Euglycemia after Antenatal Late Preterm Steroids, the E-ALPS Study: There is a fundamental gap in understanding the adverse metabolic effects of antenatal late preterm steroids (ALPS). In 2016, an important randomized clinical trial of 2827 late preterm pregnancies showed that antenatal betamethasone (BMZ) significantly reduced neonatal respiratory complications compared with placebo. However, those neonates exposed to BMZ were also more likely to have hypoglycemia at birth. This unexpected adverse outcome raised concern among both obstetricians and neonatologists and remains an important knowledge gap to be filled. The rationale for the proposed research is that steroid-induced maternal hyperglycemia leads to transient fetal hyperinsulinemia, which causes hypoglycemia in neonates that are delivered during this time-period. Thus, the fetal metabolic consequences and subsequent neonatal hypoglycemia observed after exposure to BMZ in utero can be prevented by achieving maternal euglycemia prior to delivery. This protocol describes a randomized clinical trial to evaluate whether screening for and treatment of steroid-induced hyperglycemia in non-diabetic women treated with BMZ in the late preterm period can decrease the rate of fetal hyperinsulinemia, thus reducing neonatal hypoglycemia and improving short-term neonatal outcomes. This study was formerly approved as Institutional Review Board #16-3200.
Study Type
INTERVENTIONAL
Allocation
RANDOMIZED
Purpose
PREVENTION
Masking
NONE
Enrollment
86
Maternal capillary blood glucose testing will be performed according to oral intake status: every 2 hours if not eating (NPO) or fasting and 1-hour postprandial if eating regular meals. Hyperglycemia, defined based on the American Diabetes Association and the American College of Obstetricians and Gynecologists recommendations as well as current practice at study sites, will be treated according to study guidelines based on oral intake status: insulin infusion if NPO and subcutaneous insulin if eating regular meals.

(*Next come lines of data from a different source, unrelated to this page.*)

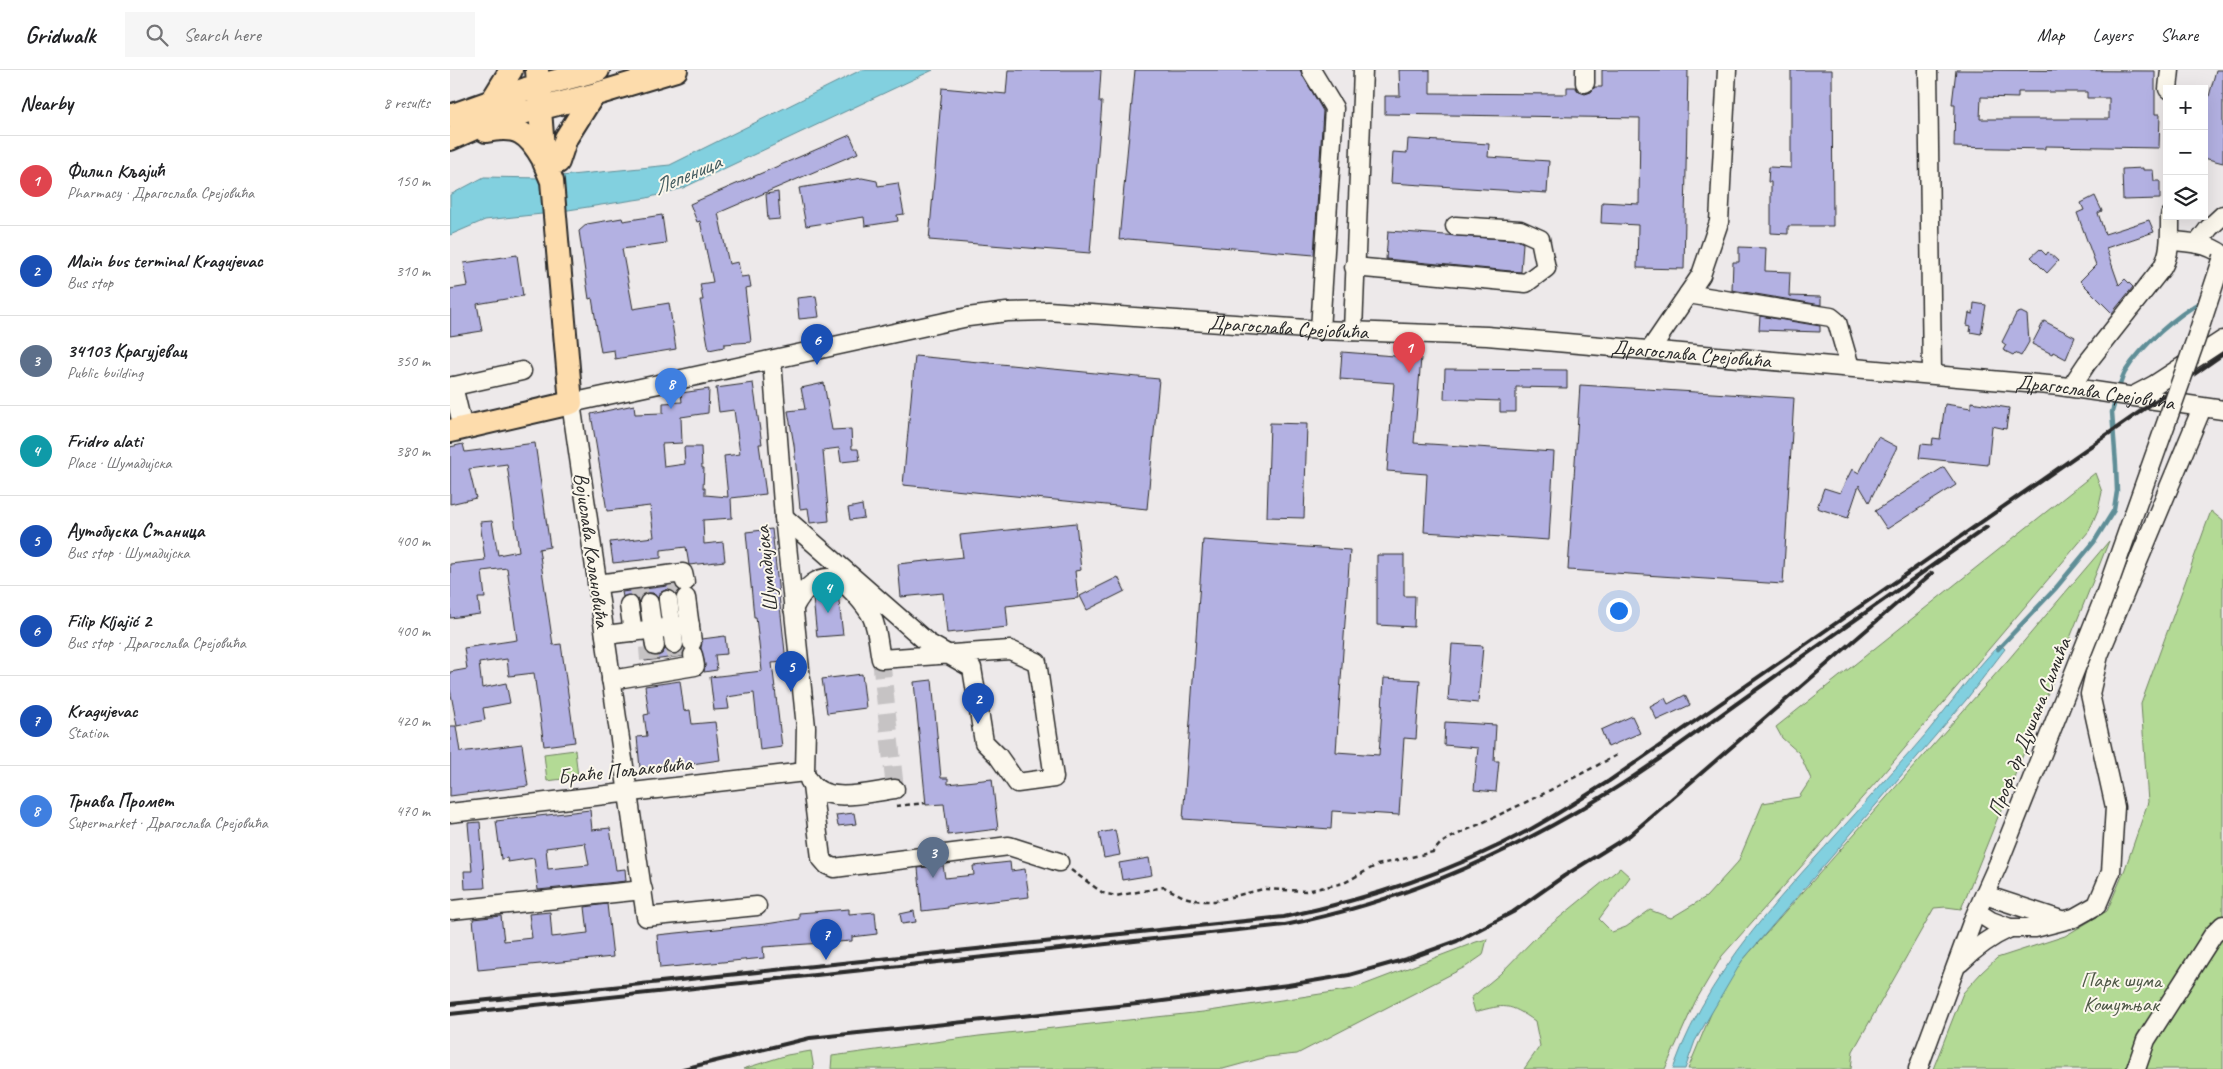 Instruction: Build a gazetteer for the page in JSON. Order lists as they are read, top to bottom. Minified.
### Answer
{"streets":{"main road":["Драгослава Срејовића","Војислава Калановића"],"street":["Шумадијска","Проф. др Душана Симића","Браће Пољаковића"]},"crossings":[["Драгослава Срејовића","Војислава Калановића"],["Драгослава Срејовића","Шумадијска"],["Војислава Калановића","Браће Пољаковића"],["Шумадијска","Браће Пољаковића"]],"water":["Лепеница"],"parks":["Парк шума Кошутњак"],"page":{"header":"Gridwalk","search":"Search here","nav":["Map","Layers","Share"],"heading":["Nearby","8 results"],"map_buttons":["+","−"],"list":[{"mark":"1","name":"Филип Кљајић","note":"Pharmacy · Драгослава Срејовића","value":"150 m"},{"mark":"2","name":"Main bus terminal Kragujevac","note":"Bus stop","value":"310 m"},{"mark":"3","name":"34103 Крагујевац","note":"Public building","value":"350 m"},{"mark":"4","name":"Fridro alati","note":"Place · Шумадијска","value":"380 m"},{"mark":"5","name":"Аутобуска Станица","note":"Bus stop · Шумадијска","value":"400 m"},{"mark":"6","name":"Filip Kljajić 2","note":"Bus stop · Драгослава Срејовића","value":"400 m"},{"mark":"7","name":"Kragujevac","note":"Station","value":"420 m"},{"mark":"8","name":"Трнава Промет","note":"Supermarket · Драгослава Срејовића","value":"470 m"}],"pins":["6","1","8","4","5","2","3","7"]}} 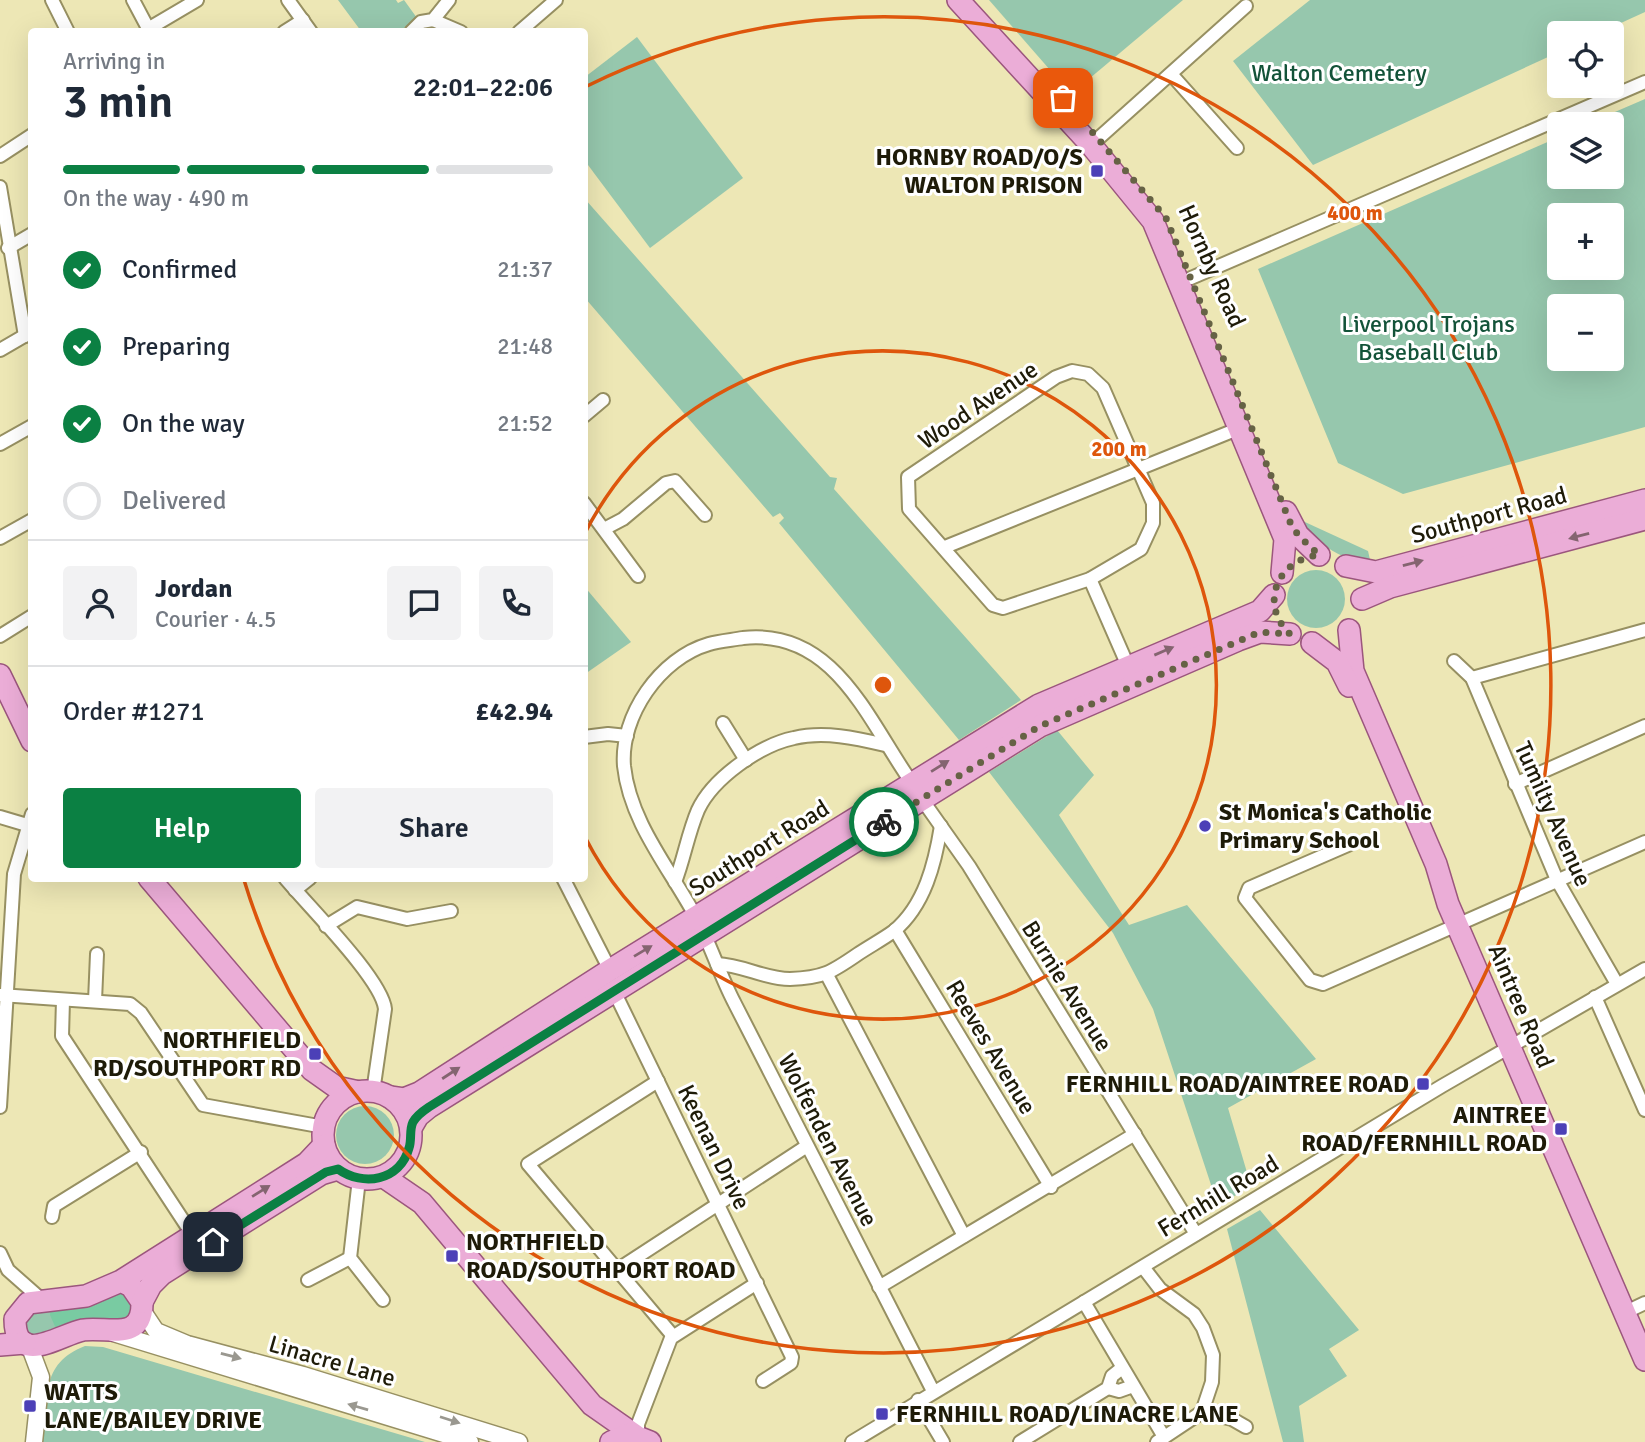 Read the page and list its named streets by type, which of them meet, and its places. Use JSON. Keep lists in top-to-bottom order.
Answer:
{
  "streets": {
    "main road": ["Hornby Road", "Southport Road", "Aintree Road"],
    "street": [
      "Wood Avenue",
      "Tumilty Avenue",
      "Burnie Avenue",
      "Reeves Avenue",
      "Wolfenden Avenue",
      "Keenan Drive",
      "Fernhill Road",
      "Linacre Lane"
    ]
  },
  "crossings": [
    ["Hornby Road", "Southport Road"],
    ["Hornby Road", "Aintree Road"],
    ["Southport Road", "Burnie Avenue"],
    ["Southport Road", "Aintree Road"],
    ["Southport Road", "Wolfenden Avenue"],
    ["Southport Road", "Keenan Drive"],
    ["Tumilty Avenue", "Fernhill Road"],
    ["Burnie Avenue", "Wolfenden Avenue"],
    ["Burnie Avenue", "Fernhill Road"],
    ["Aintree Road", "Fernhill Road"],
    ["Wolfenden Avenue", "Fernhill Road"]
  ],
  "parks": ["Walton Cemetery", "Liverpool Trojans Baseball Club"],
  "places": {
    "transit": [
      "HORNBY ROAD/O/S WALTON PRISON",
      "NORTHFIELD RD/SOUTHPORT RD",
      "FERNHILL ROAD/AINTREE ROAD",
      "AINTREE ROAD/FERNHILL ROAD",
      "NORTHFIELD ROAD/SOUTHPORT ROAD",
      "WATTS LANE/BAILEY DRIVE",
      "FERNHILL ROAD/LINACRE LANE"
    ],
    "other": ["St Monica's Catholic Primary School"]
  },
  "page": {
    "map_buttons": ["+", "−"],
    "heading": ["3 min", "Arriving in", "22:01–22:06"],
    "panel": [
      "Jordan",
      "Courier · 4.5",
      "Order #1271",
      "£42.94"
    ],
    "bar": "On the way · 490 m",
    "list": [
      ["Confirmed", "21:37"],
      ["Preparing", "21:48"],
      ["On the way", "21:52"],
      "Delivered"
    ],
    "buttons": ["Help", "Share"]
  },
  "rings": ["400 m", "200 m"]
}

University of Alabama at Birmingham
Birmingham, Alabama, United States
University of North Carolina - Chapel Hill
Chapel Hill, North Carolina, United States
Umbilical Cord Blood C-peptide
C-peptide level (ng/mL) as measure of fetal hyperinsulinemia
Time frame: At delivery
Umbilical Cord Blood Cortisol
Cortisol level (ug/mL) as measure of fetal immune suppression
Time frame: At delivery
Umbilical Insulin-Like Growth Factor 1
Insulin-like growth factor 1 level (ng/mL) as a measure of in utero metabolic status
Time frame: At delivery
Umbilical Cord Blood Leptin
Leptin level (ng/mL) as measure of fetal adiposity
Time frame: At delivery
Neonatal Hypoglycemia
Number of neonates with capillary blood glucose \< 40 mg/dL
Time frame: After birth, up to 48 hours of life
Neonatal Hypoglycemia Treatment
Number of neonates with hypoglycemia requiring treatment with dextrose gel or dextrose intravenous fluids
Time frame: After birth, during hospital admission, assessed up to 28 days
Neonatal Glucose Nadir
Lowest neonatal capillary blood glucose (mg/dL)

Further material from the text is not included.